Side-by-Side Breakdown (Why Carta & Pulley Are Not for You)
**Spreadsheet/Simple Legal Agreement:** * **Cost:** Free (for spreadsheet) or a one-time legal fee (for agreement). * **Works for:** Sole proprietors, LLCs with 2-4 members, partnerships where profit splits are the main concern. Perfect for managing owner percentages, detailing profit distribution based on work hours, client acquisition, or capital contributions. * **Complexity:** Simple, easy to update. The legal agreement serves as the official record, while a spreadsheet tracks current splits. * **Example Use:** Tracking a 60/40 profit split between two partners who started a senior companion service, or documenting a tiered commission for a helper who brings in new personal shopping clients.
**Pulley (Not Recommended):** * **Cost:** Starts at $500/year (Seed plan) – a significant expense for a service business. * **Purpose:** Designed for managing complex equity (stock options, SAFEs, venture rounds). Features like "fundraising scenario modeling" are entirely irrelevant for a local errand service. * **Why it's overkill:** You likely won't have investor portals, 409A valuations (which determine stock option prices), or a need for sophisticated equity grants. This money is better spent on marketing your services or liability insurance.
**Carta (Not Recommended):** * **Cost:** Starts at $2,400/year (Launch plan, limited) – a huge and unnecessary operating cost. * **Purpose:** The industry standard for venture-backed startups with advanced equity structures, multiple share classes, and institutional investors. * **Why it's overkill:** Your business model doesn't involve Series A investors or managing a large pool of employee stock options. The features it offers, like secondary transactions or integrated 409A valuations, simply do not apply to your operation. Using Carta would be like buying a commercial airliner to deliver groceries.

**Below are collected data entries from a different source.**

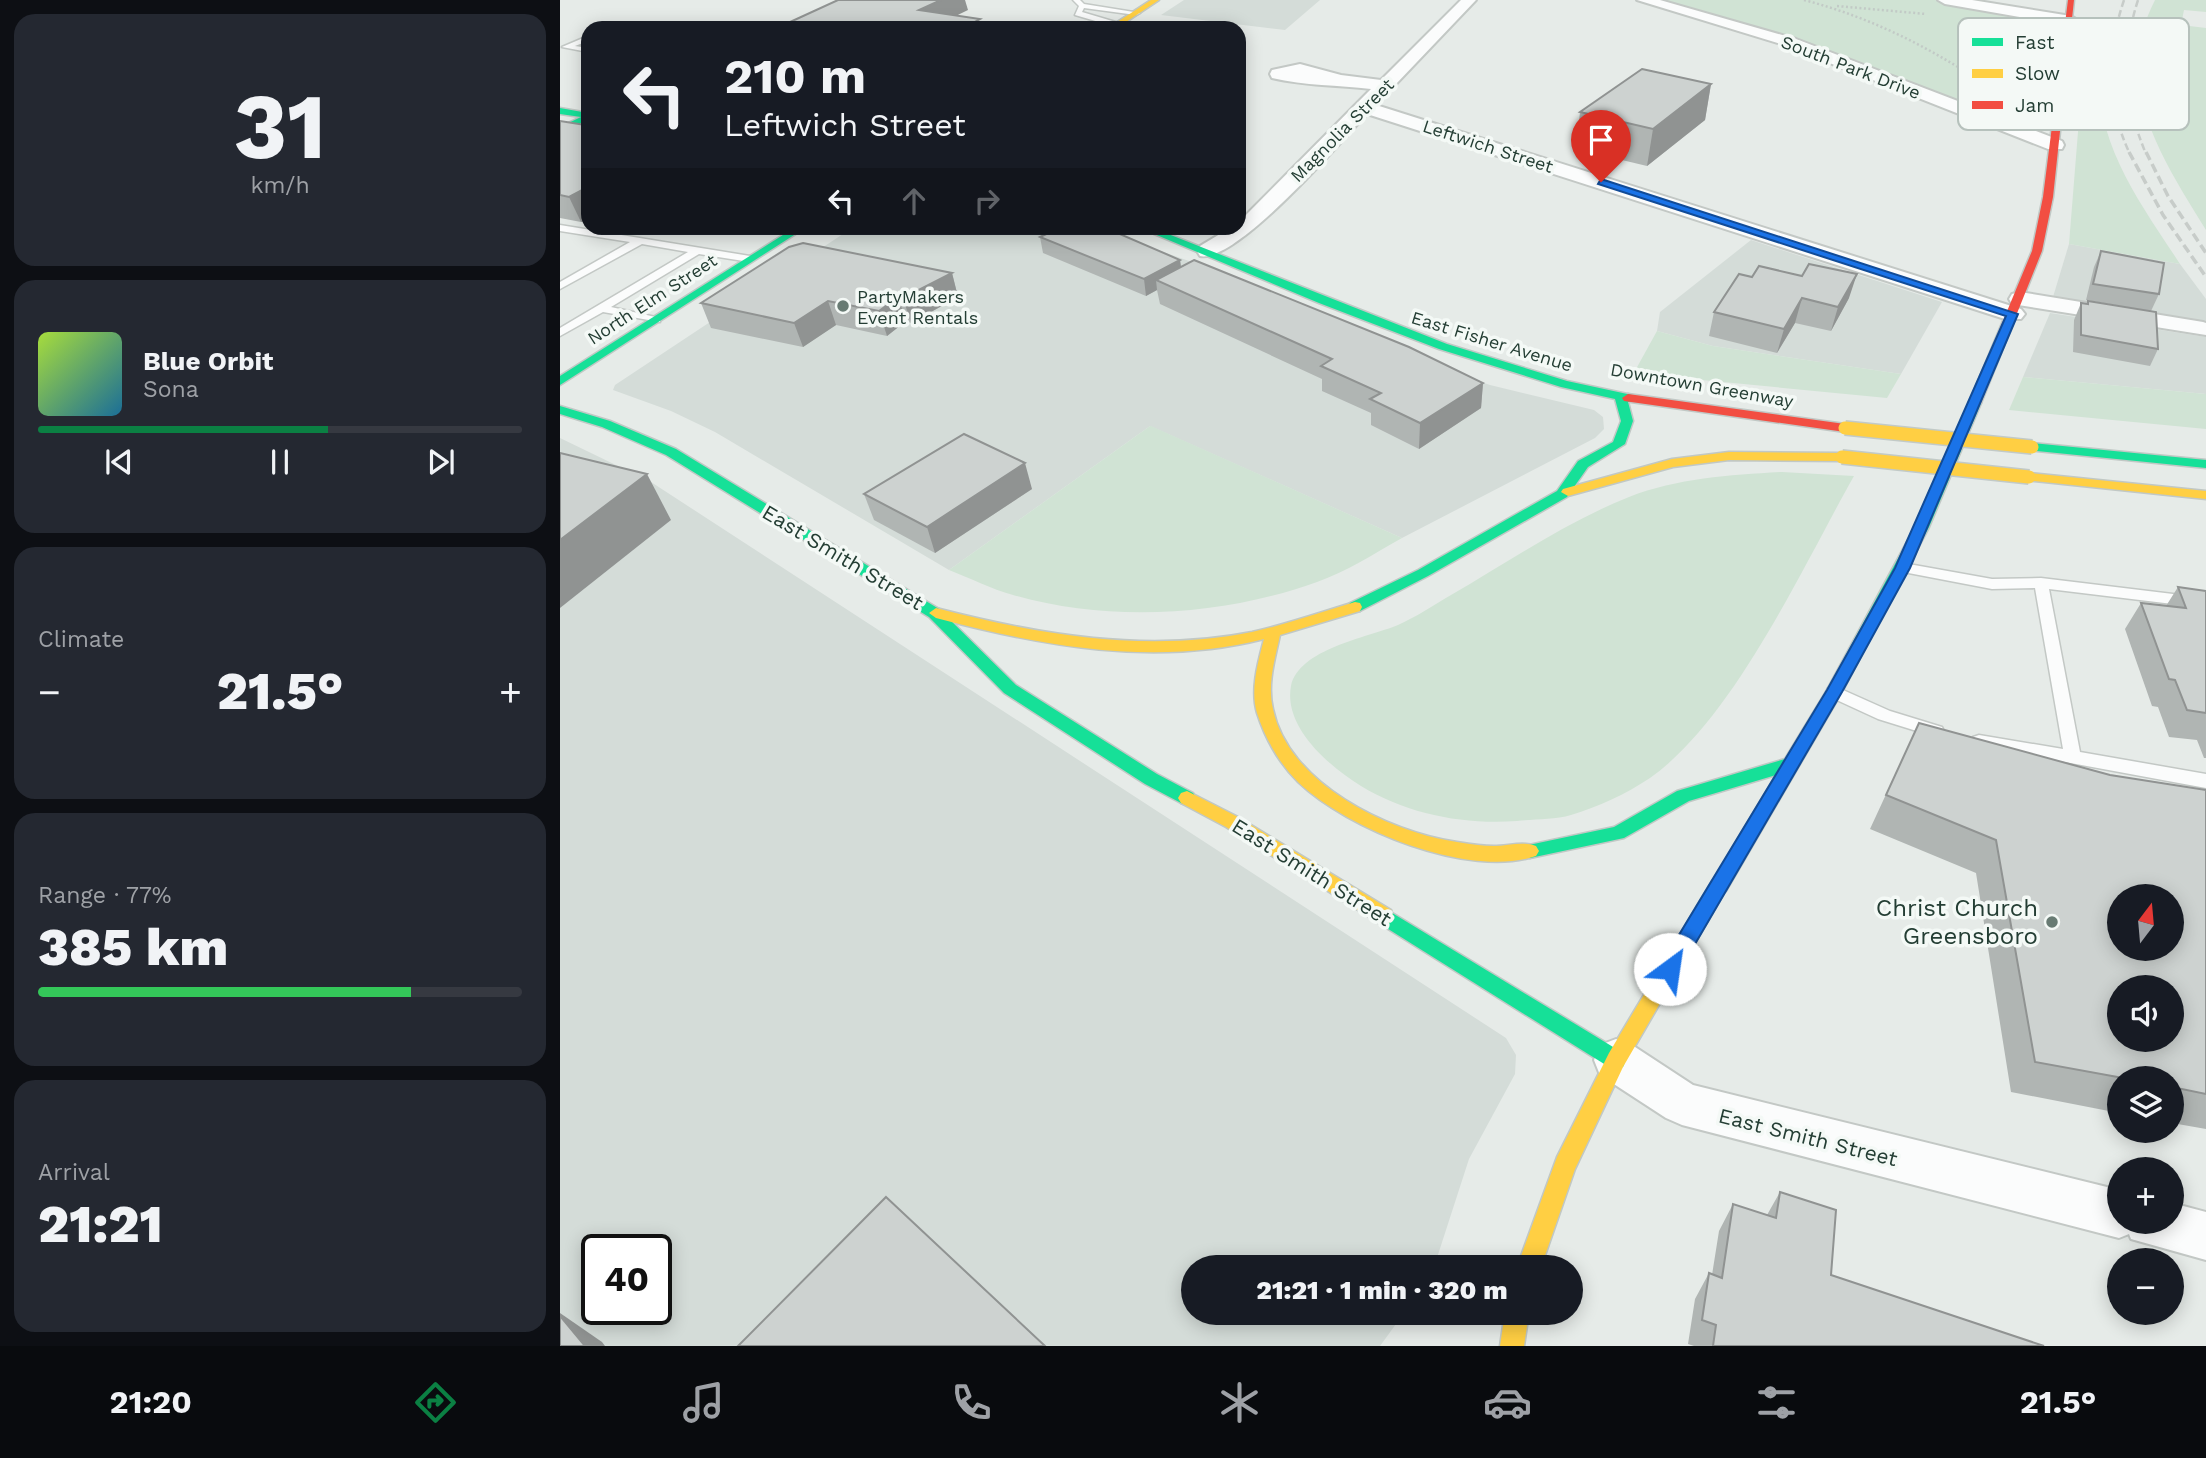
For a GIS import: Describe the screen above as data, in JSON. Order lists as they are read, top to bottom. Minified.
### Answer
{"streets":{"main road":["North Elm Street","East Fisher Avenue","East Smith Street"],"street":["South Park Drive","Magnolia Street","Leftwich Street"]},"crossings":[["Magnolia Street","Leftwich Street"],["Magnolia Street","East Fisher Avenue"]],"places":["PartyMakers Event Rentals","Christ Church Greensboro"],"legend":["Fast","Slow","Jam"],"north":"top","page":{"tile":[["31","km/h"],"Climate",["Range · 77%","385 km"],["Arrival","21:21"]],"turn":["210 m","Leftwich Street"],"song":["Blue Orbit","Sona"],"heat":["−","21.5°","+"],"map_buttons":["+","−"],"limit":"40","trip":"21:21 · 1 min · 320 m","tabs":["21:20","21.5°"]}}
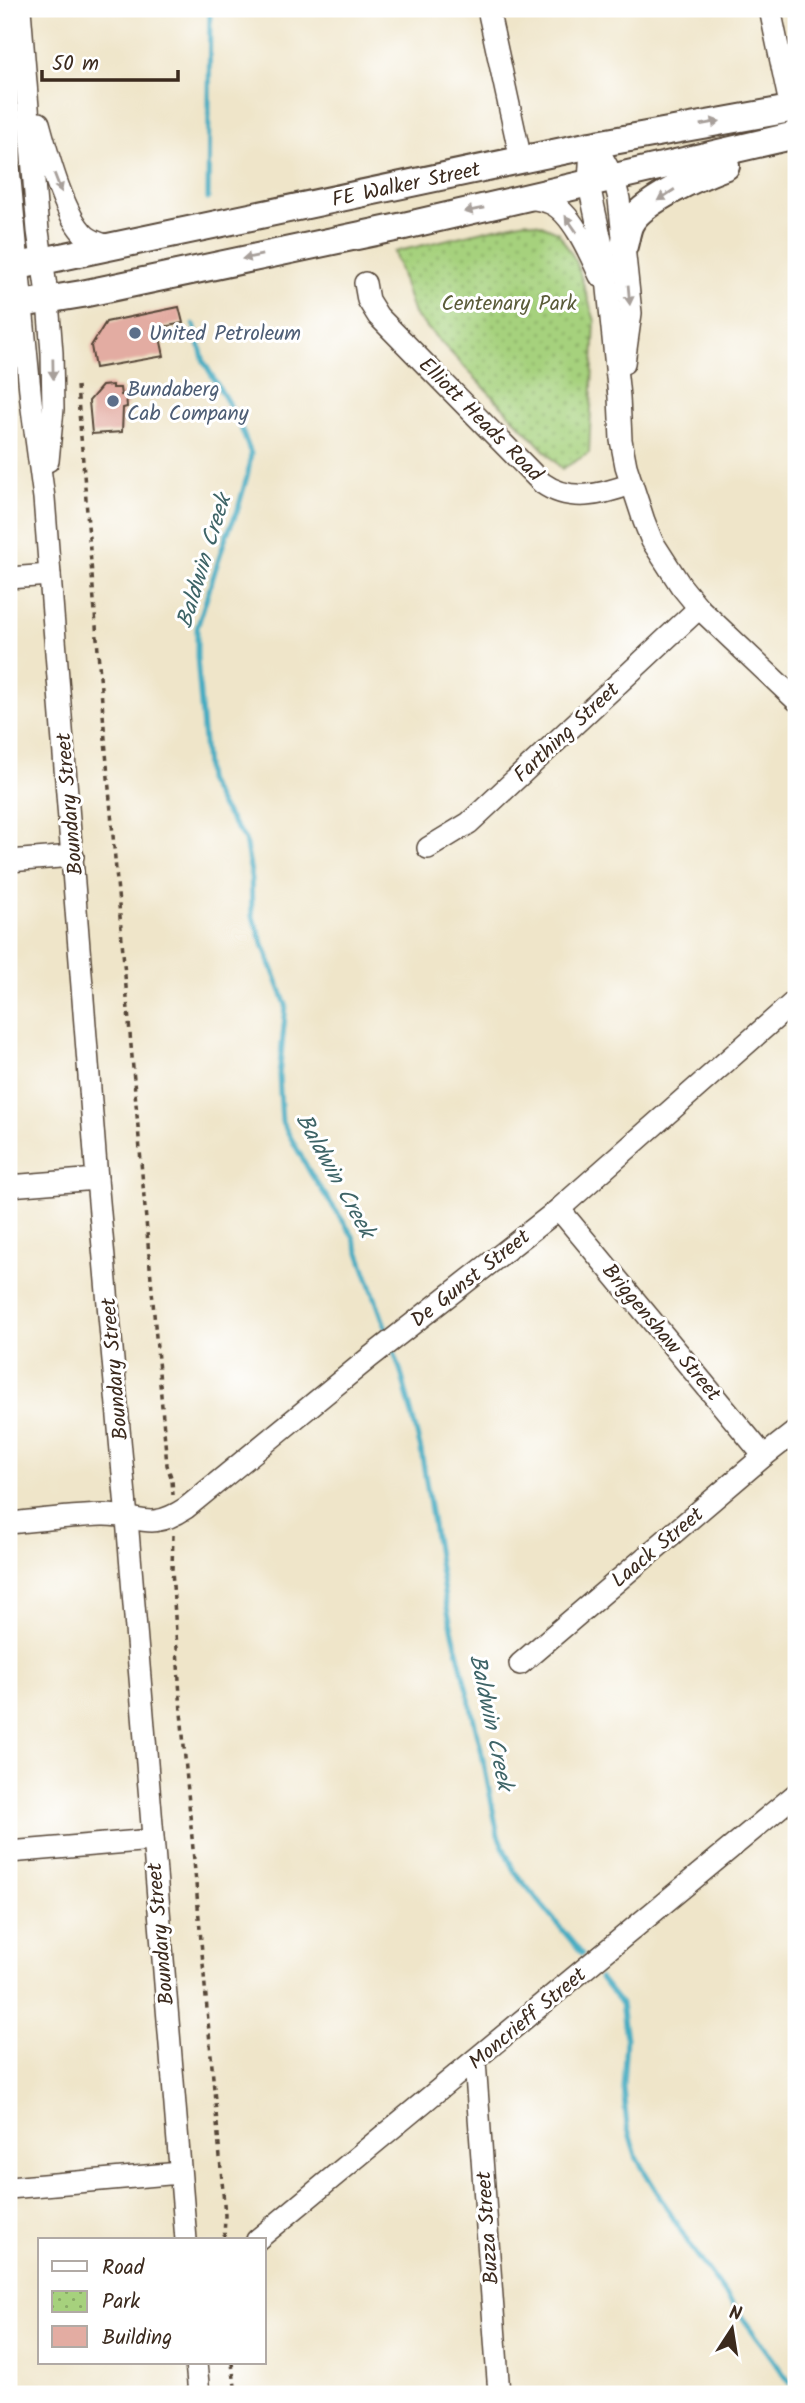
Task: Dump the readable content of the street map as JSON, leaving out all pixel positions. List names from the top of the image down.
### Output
{
  "streets": {
    "main road": ["FE Walker Street"],
    "street": [
      "Elliott Heads Road",
      "Farthing Street",
      "Boundary Street",
      "De Gunst Street",
      "Briggenshaw Street",
      "Laack Street",
      "Moncrieff Street",
      "Buzza Street"
    ]
  },
  "crossings": [
    ["FE Walker Street", "Boundary Street"],
    ["Boundary Street", "De Gunst Street"],
    ["De Gunst Street", "Briggenshaw Street"],
    ["Briggenshaw Street", "Laack Street"],
    ["Moncrieff Street", "Buzza Street"]
  ],
  "water": ["Baldwin Creek"],
  "parks": ["Centenary Park"],
  "places": ["United Petroleum", "Bundaberg Cab Company"],
  "legend": ["Road", "Park", "Building"],
  "scale_bar": "50 m",
  "north": "top"
}
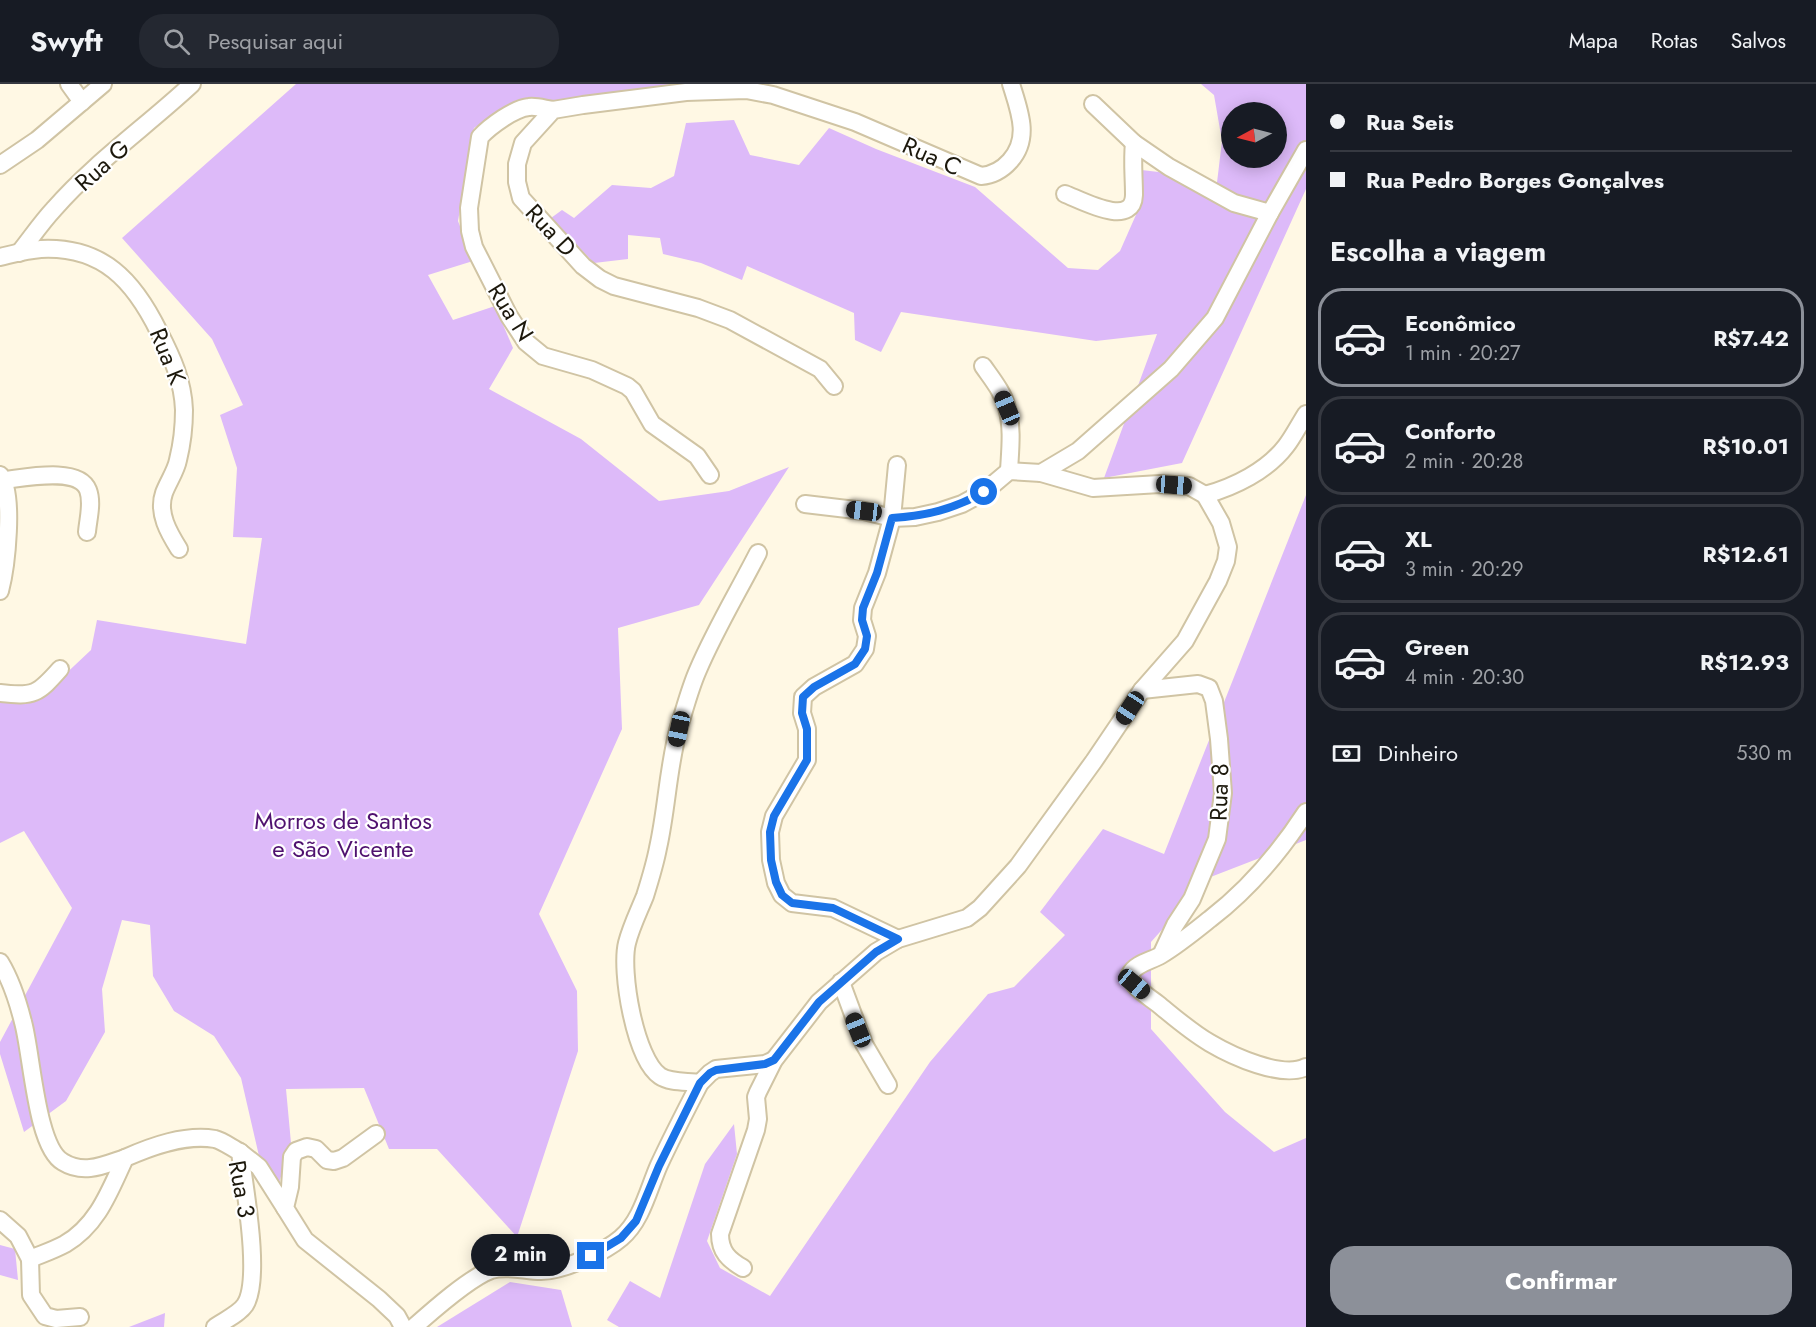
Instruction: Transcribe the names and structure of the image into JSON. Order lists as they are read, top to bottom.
{
  "streets": {
    "street": [
      "Rua C",
      "Rua G",
      "Rua D",
      "Rua N",
      "Rua K",
      "Rua 8",
      "Rua 3"
    ]
  },
  "crossings": [
    ["Rua G", "Rua K"],
    ["Rua D", "Rua N"]
  ],
  "parks": ["Morros de Santos e São Vicente"],
  "north": "left",
  "page": {
    "header": "Swyft",
    "search": "Pesquisar aqui",
    "nav": ["Mapa", "Rotas", "Salvos"],
    "banner": ["Rua Seis", "Rua Pedro Borges Gonçalves"],
    "heading": "Escolha a viagem",
    "list": [
      {
        "name": "Econômico",
        "note": "1 min · 20:27",
        "value": "R$7.42"
      },
      {
        "name": "Conforto",
        "note": "2 min · 20:28",
        "value": "R$10.01"
      },
      {
        "name": "XL",
        "note": "3 min · 20:29",
        "value": "R$12.61"
      },
      {
        "name": "Green",
        "note": "4 min · 20:30",
        "value": "R$12.93"
      }
    ],
    "pay": ["Dinheiro", "530 m"],
    "bubble": "2 min",
    "buttons": "Confirmar"
  }
}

When to Use a Spreadsheet (Your Go-To Tool)
You should use a spreadsheet and rely on your legal operating agreement or partnership agreement in almost every scenario for your personal errand or concierge business. This is true if you are: * A sole proprietor, where you own 100% and don't need external tracking. * An LLC with 2-4 members, where the operating agreement spells out ownership percentages and profit distribution. The spreadsheet can help you track these distributions. * A partnership with a clear agreement on profit sharing, perhaps based on clients served, hours worked running errands, or specific tasks completed. * Hiring a 'TaskRabbit' style helper who earns a commission on tasks, which you can easily track in a spreadsheet. * Not planning to raise venture capital or issue stock options to employees. * Selling a small percentage of profit share to a key operational partner instead of equity. Your lawyer creates the actual legal agreement; the spreadsheet is your simple tracking tool for who gets what, when.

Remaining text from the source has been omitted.